Galatians 1:6

     6. Without the usual expressions of thanksgiving for their faith, &c., he vehemently plunges into his subject, zealous for "the glory" of God (Ga 1:5), which was being disparaged by the Galatians falling away from the pure Gospel of the "grace" of God.

      I marvel—implying that he had hoped better things from them, whence his sorrowful surprise at their turning out so different from his expectations.

      so soon—after my last visit; when I hoped and thought you were untainted by the Judaizing teachers. If this Epistle was written from Corinth, the interval would be a little more than three years, which would be "soon" to have fallen away, if they were apparently sound at the time of his visit. Ga 4:18, 20 may imply that he saw no symptom of unsoundness then, such as he hears of in them now. But English Version is probably not correct there. See see on Ga 4:18; Ga 4:20; also see Introduction. If from Ephesus, the interval would be not more than one year. BIRKS holds the Epistle to have been written from Corinth after his FIRST visit to Galatia; for this agrees best with the "so soon" here: with Ga 4:18, "It is good to be zealously affected always in a good thing, and not only when I am present with you." If they had persevered in the faith during three years of his first absence, and only turned aside after his second visit, they could not be charged justly with adhering to the truth only when he was present: for his first absence was longer than both his visits, and they would have obeyed longer in his "absence" than in his "presence." But if their decline had begun immediately after he left them, and before his return to them, the reproof will be just. But see on Ga 4:13.

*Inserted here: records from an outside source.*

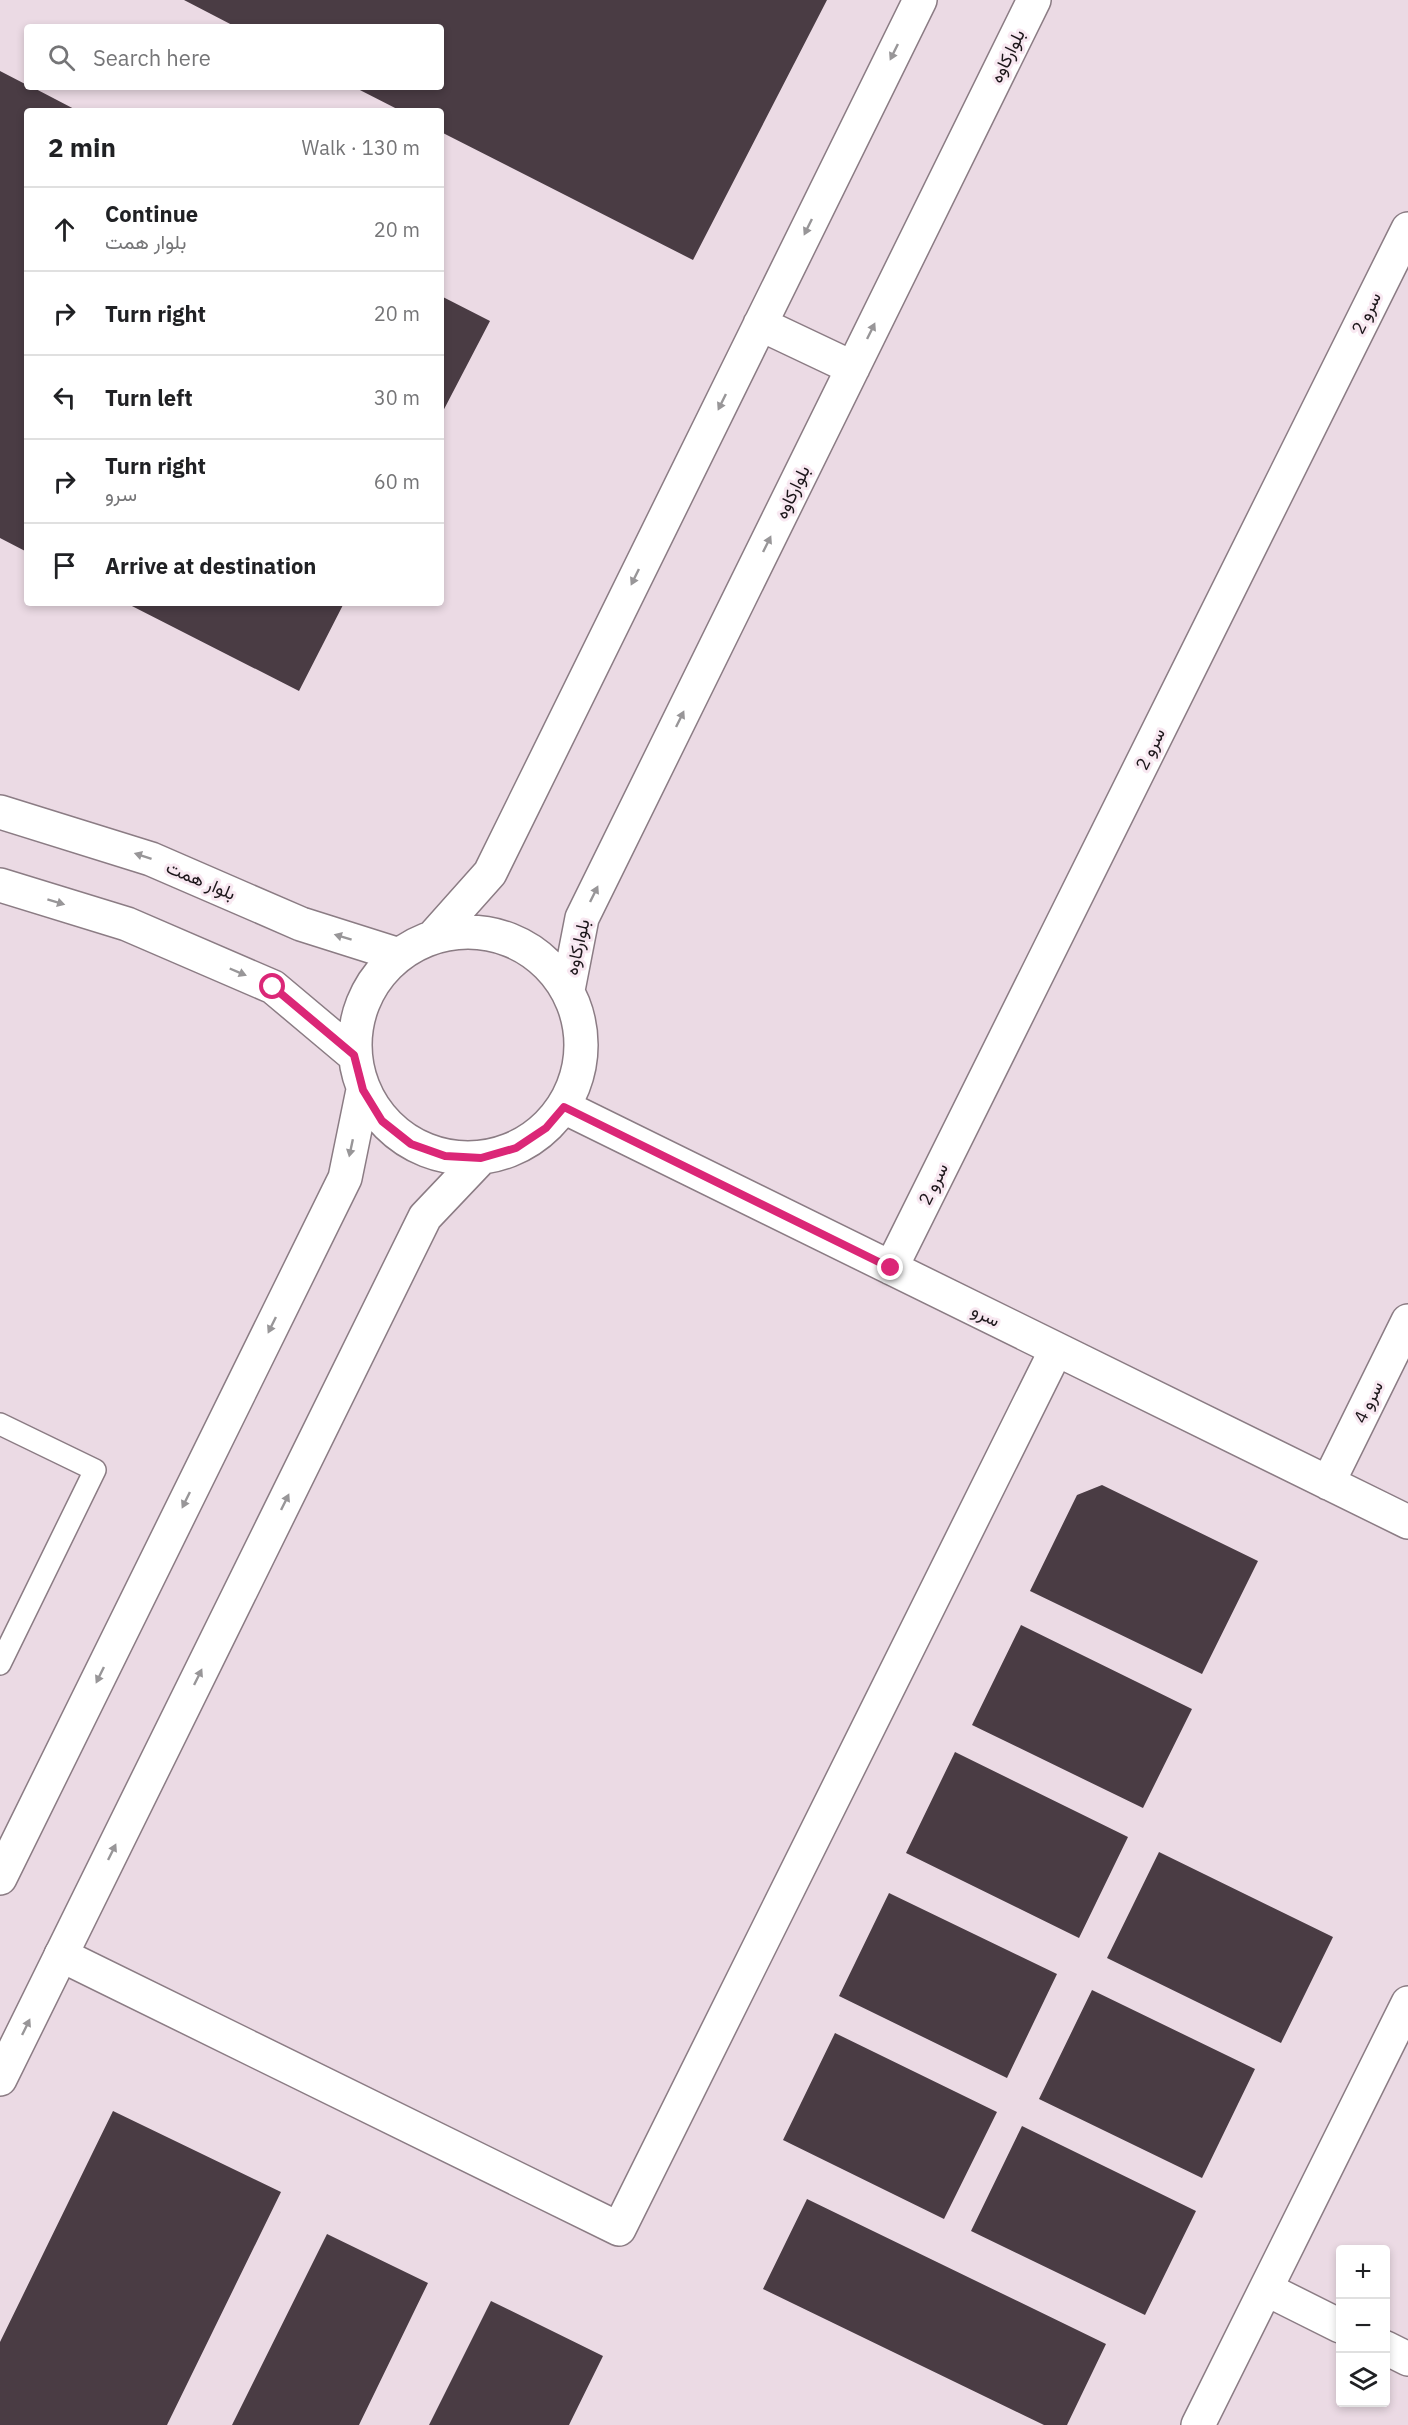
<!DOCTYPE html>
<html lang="en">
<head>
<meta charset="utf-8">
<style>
  body { margin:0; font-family:"IBM Plex Sans",Vazirmatn,sans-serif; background:#f2f2f2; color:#202124 }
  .controls { position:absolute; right:18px; bottom:18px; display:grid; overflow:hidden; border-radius:6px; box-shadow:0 3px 9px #0003 }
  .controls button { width:54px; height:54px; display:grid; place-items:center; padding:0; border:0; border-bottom:2px solid #e0e0e0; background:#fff; color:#202124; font:30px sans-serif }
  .stop { position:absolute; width:18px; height:18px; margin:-14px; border:4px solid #db2777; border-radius:50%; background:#fff }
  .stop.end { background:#db2777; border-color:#fff; box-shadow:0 2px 6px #0008 }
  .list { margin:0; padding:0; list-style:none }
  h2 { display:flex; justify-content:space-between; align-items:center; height:78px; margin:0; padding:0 24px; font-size:26px }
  h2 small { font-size:20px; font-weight:400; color:#757577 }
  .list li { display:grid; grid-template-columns:39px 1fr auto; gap:18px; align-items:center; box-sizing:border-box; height:84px; padding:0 24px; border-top:2px solid #e0e0e0 }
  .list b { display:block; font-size:22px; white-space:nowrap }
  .list p { margin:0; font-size:20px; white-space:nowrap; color:#757577 }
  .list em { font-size:20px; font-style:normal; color:#757577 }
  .icon { flex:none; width:33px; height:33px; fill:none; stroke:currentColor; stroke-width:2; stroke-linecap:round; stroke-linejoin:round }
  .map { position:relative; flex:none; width:1408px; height:2425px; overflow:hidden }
  .search { position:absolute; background:#fff; box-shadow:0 3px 9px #0003; left:24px; top:24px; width:420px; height:66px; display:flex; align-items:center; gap:15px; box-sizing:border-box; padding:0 21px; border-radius:6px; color:#757577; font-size:22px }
  .panel { position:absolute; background:#fff; box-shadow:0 3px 9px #0003; left:24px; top:108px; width:420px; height:498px; border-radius:6px }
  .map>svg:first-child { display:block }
</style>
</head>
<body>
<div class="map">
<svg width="1408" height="2425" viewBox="0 0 1408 2425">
  <rect width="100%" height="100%" fill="#ebdae4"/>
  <path fill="#4a3c44" d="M184,0H827L693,260L441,132V111H401L354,87H441V27H236Z
    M0,71L27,85V87H32L78,111H27V552L0,538Z
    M441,296L490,321L441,415Z
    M126,603H344L299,691Z
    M1102,1485L1258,1561L1202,1674L1030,1591L1077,1495Z
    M1021,1625L1192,1709L1143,1808L972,1725Z
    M955,1752L1128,1837L1079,1938L906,1853Z
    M1159,1852L1333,1937L1281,2043L1107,1958Z
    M889,1893L1057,1974L1007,2078L839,1996Z
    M1092,1990L1255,2069L1202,2178L1039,2099Z
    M835,2033L997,2112L944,2219L783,2140Z
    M113,2111L281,2192L167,2425H0V2342Z
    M1022,2126L1196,2211L1145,2315L971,2231Z
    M807,2199L1106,2344L1067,2425H1044L763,2289Z
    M327,2234L428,2283L359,2425H232Z
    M491,2301L603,2356L569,2425H429Z"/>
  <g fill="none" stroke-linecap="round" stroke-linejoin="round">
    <g stroke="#8b7c84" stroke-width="24">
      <path id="lane" d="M0,1424L95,1470L0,1664"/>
    </g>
    <g stroke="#8b7c84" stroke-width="36">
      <path id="street" d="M564,1107L1408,1522
        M891,1268L1408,229
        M1328,1483L1408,1321
        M61,1955L619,2229L1056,1350
        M1266,2289L1340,2326
        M1386,2348L1408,2359
        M1198,2425L1408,2003"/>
    </g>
    <g stroke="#8b7c84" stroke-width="36">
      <path id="secondary" d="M760,324L853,368
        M0,812L151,859L301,924L399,955
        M0,885L127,924L273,987L354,1055
        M355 1045a113 113 0 1 1 226 0a113 113 0 1 1-226 0Z
        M433,937L490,873L920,0
        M568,990L582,918L1034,0
        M0,1878L345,1178L363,1090
        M0,2079L425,1217L481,1158"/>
    </g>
    <use href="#lane" stroke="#fff" stroke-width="21"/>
    <use href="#street" stroke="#fff" stroke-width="33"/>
    <use href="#secondary" stroke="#fff" stroke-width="33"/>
  </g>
  <defs><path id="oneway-solid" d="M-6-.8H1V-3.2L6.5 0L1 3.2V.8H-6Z" transform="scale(1.5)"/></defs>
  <g fill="#989698">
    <use href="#oneway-solid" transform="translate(894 52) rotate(116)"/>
    <use href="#oneway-solid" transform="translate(808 227) rotate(116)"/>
    <use href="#oneway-solid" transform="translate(871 331) rotate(-64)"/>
    <use href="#oneway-solid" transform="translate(722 402) rotate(116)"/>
    <use href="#oneway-solid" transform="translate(767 544) rotate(-64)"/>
    <use href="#oneway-solid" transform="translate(635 577) rotate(116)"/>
    <use href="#oneway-solid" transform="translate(680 719) rotate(-64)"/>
    <use href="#oneway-solid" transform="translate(143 856) rotate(-162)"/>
    <use href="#oneway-solid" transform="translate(594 894) rotate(-64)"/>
    <use href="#oneway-solid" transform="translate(56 902) rotate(17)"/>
    <use href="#oneway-solid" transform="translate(343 937) rotate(-163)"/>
    <use href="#oneway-solid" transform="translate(238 972) rotate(23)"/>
    <use href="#oneway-solid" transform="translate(351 1148) rotate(102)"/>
    <use href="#oneway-solid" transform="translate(272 1325) rotate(116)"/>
    <use href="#oneway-solid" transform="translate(186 1500) rotate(116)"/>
    <use href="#oneway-solid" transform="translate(285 1502) rotate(-64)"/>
    <use href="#oneway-solid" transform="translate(100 1675) rotate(116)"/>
    <use href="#oneway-solid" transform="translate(198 1677) rotate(-64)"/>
    <use href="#oneway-solid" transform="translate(112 1852) rotate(-64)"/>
    <use href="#oneway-solid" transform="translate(26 2027) rotate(-64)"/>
  </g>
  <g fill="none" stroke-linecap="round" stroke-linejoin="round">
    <path stroke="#db2777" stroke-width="8" d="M273,987L354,1055L363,1090L382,1121L411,1144L445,1156L481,1158L516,1148L546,1128L564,1107L891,1268"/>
  </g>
  <g text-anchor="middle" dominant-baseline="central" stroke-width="6" stroke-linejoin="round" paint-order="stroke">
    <g font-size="18" fill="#1b1519" stroke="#f8e8f1">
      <text transform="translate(1007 56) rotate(-64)">بلوارکاوه</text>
      <text transform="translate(1366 313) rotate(-64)">سرو 2</text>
      <text transform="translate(792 492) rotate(-64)">بلوارکاوه</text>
      <text transform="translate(1150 749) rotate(-64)">سرو 2</text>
      <text transform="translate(201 880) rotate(23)">بلوار همت</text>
      <text transform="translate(577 947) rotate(-77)">بلوارکاوه</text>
      <text transform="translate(933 1184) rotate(-64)">سرو 2</text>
      <text transform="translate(986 1315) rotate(26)">سرو</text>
      <text transform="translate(1368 1402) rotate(-64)">سرو 4</text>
    </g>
  </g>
</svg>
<div class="controls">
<button>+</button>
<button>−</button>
<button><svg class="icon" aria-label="layers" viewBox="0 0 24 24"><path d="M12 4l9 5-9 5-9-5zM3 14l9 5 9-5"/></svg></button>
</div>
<div class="stop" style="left:273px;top:987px"></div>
<div class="stop end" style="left:891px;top:1268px"></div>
<div class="search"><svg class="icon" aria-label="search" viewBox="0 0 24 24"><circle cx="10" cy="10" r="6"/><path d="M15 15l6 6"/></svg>Search here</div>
<section class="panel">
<h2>2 min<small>Walk · 130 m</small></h2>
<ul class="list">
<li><svg class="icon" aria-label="ahead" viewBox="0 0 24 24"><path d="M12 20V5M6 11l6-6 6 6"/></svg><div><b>Continue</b><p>بلوار همت</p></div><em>20 m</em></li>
<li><svg class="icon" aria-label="right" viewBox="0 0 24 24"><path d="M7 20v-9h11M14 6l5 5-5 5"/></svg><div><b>Turn right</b></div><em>20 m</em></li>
<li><svg class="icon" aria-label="left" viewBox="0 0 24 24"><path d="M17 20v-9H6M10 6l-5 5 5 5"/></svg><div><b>Turn left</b></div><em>30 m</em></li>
<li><svg class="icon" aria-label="right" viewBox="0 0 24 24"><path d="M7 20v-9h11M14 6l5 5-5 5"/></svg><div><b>Turn right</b><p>سرو</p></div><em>60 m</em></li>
<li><svg class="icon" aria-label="arrive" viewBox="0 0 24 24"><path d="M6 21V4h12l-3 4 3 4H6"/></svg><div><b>Arrive at destination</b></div></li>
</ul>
</section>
</div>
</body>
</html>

      removed—Translate, "are being removed," that is, ye are suffering yourselves so soon (whether from the time of my last visit, or from the time of the first temptation held out to you) [PARÆUS] to be removed by Jewish seducers. Thus he softens the censure by implying that the Galatians were tempted by seducers from without, with whom the chief guilt lay: and the present, "ye are being removed," implies that their seduction was only in process of being effected, not that it was actually effected. WAHL, ALFORD, and others take the Greek as middle voice. "ye are removing" or "passing over." "Shifting your ground" [CONYBEARE and HOWSON]. But thus the point of Paul's oblique reference to their misleaders is lost; and in Heb 7:12 the Greek is used passively, justifying its being taken so here. On the impulsiveness and fickleness of the Gauls (another form of Kel-t-s, the progenitors of the Erse, Gauls, Cymri, and Belgians), whence the Galatians sprang, see Introduction and CÆSAR [Commentaries on the Gallic War, 3.19].

      from him that called you—God the Father (Ga 1:15; Ga 5:8; Ro 8:30; 1Co 1:9; 1Th 2:12; 5:24).

      into—rather, as Greek, "IN the grace of Christ," as the element in which, and the instrument by which, God calls us to salvation. Compare Note, see on 1Co 7:15; Ro 5:15, "the gift by (Greek, 'in') grace (Greek, 'the grace') of (the) one man." "The grace of Christ," is Christ's gratuitously purchased and bestowed justification, reconciliation, and eternal life.

      another—rather, as Greek, "a second and different gospel," that is, into a so-called gospel, different altogether from the only true Gospel.